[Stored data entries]

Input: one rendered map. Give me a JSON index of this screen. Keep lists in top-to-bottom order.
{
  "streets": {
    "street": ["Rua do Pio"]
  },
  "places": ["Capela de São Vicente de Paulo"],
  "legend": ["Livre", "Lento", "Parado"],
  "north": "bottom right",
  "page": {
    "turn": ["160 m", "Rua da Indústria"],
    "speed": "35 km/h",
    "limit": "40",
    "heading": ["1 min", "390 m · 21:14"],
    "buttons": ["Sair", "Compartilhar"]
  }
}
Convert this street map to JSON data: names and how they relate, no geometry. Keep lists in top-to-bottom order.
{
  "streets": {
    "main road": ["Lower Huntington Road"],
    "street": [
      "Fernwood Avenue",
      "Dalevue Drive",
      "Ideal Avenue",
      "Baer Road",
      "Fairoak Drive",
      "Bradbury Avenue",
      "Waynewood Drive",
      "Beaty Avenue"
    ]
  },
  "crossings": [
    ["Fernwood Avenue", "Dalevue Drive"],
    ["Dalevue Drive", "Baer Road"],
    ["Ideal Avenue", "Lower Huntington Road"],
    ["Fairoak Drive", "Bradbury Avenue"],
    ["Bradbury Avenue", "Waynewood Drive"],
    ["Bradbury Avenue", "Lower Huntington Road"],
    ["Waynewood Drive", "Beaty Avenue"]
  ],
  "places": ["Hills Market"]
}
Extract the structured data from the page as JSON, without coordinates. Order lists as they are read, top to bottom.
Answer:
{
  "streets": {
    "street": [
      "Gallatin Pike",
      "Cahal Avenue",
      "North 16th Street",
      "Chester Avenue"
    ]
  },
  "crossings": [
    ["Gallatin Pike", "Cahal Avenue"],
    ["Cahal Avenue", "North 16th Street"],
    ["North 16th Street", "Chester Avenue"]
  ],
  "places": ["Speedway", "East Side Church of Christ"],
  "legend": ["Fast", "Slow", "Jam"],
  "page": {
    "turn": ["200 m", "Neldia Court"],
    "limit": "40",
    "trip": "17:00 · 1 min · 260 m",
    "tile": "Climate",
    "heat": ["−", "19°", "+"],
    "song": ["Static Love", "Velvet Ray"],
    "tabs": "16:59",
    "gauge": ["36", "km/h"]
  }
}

* **BRIEF**:
Transcribe every line of the data, exactly as it stands.

* **YOUR SOLUTION**:
Input: one rendered map. Give me a JSON index of this screen. Keep lists in top-to-bottom order.
{
  "streets": {
    "street": ["Rua do Pio"]
  },
  "places": ["Capela de São Vicente de Paulo"],
  "legend": ["Livre", "Lento", "Parado"],
  "north": "bottom right",
  "page": {
    "turn": ["160 m", "Rua da Indústria"],
    "speed": "35 km/h",
    "limit": "40",
    "heading": ["1 min", "390 m · 21:14"],
    "buttons": ["Sair", "Compartilhar"]
  }
}
Convert this street map to JSON data: names and how they relate, no geometry. Keep lists in top-to-bottom order.
{
  "streets": {
    "main road": ["Lower Huntington Road"],
    "street": [
      "Fernwood Avenue",
      "Dalevue Drive",
      "Ideal Avenue",
      "Baer Road",
      "Fairoak Drive",
      "Bradbury Avenue",
      "Waynewood Drive",
      "Beaty Avenue"
    ]
  },
  "crossings": [
    ["Fernwood Avenue", "Dalevue Drive"],
    ["Dalevue Drive", "Baer Road"],
    ["Ideal Avenue", "Lower Huntington Road"],
    ["Fairoak Drive", "Bradbury Avenue"],
    ["Bradbury Avenue", "Waynewood Drive"],
    ["Bradbury Avenue", "Lower Huntington Road"],
    ["Waynewood Drive", "Beaty Avenue"]
  ],
  "places": ["Hills Market"]
}
Extract the structured data from the page as JSON, without coordinates. Order lists as they are read, top to bottom.
Answer:
{
  "streets": {
    "street": [
      "Gallatin Pike",
      "Cahal Avenue",
      "North 16th Street",
      "Chester Avenue"
    ]
  },
  "crossings": [
    ["Gallatin Pike", "Cahal Avenue"],
    ["Cahal Avenue", "North 16th Street"],
    ["North 16th Street", "Chester Avenue"]
  ],
  "places": ["Speedway", "East Side Church of Christ"],
  "legend": ["Fast", "Slow", "Jam"],
  "page": {
    "turn": ["200 m", "Neldia Court"],
    "limit": "40",
    "trip": "17:00 · 1 min · 260 m",
    "tile": "Climate",
    "heat": ["−", "19°", "+"],
    "song": ["Static Love", "Velvet Ray"],
    "tabs": "16:59",
    "gauge": ["36", "km/h"]
  }
}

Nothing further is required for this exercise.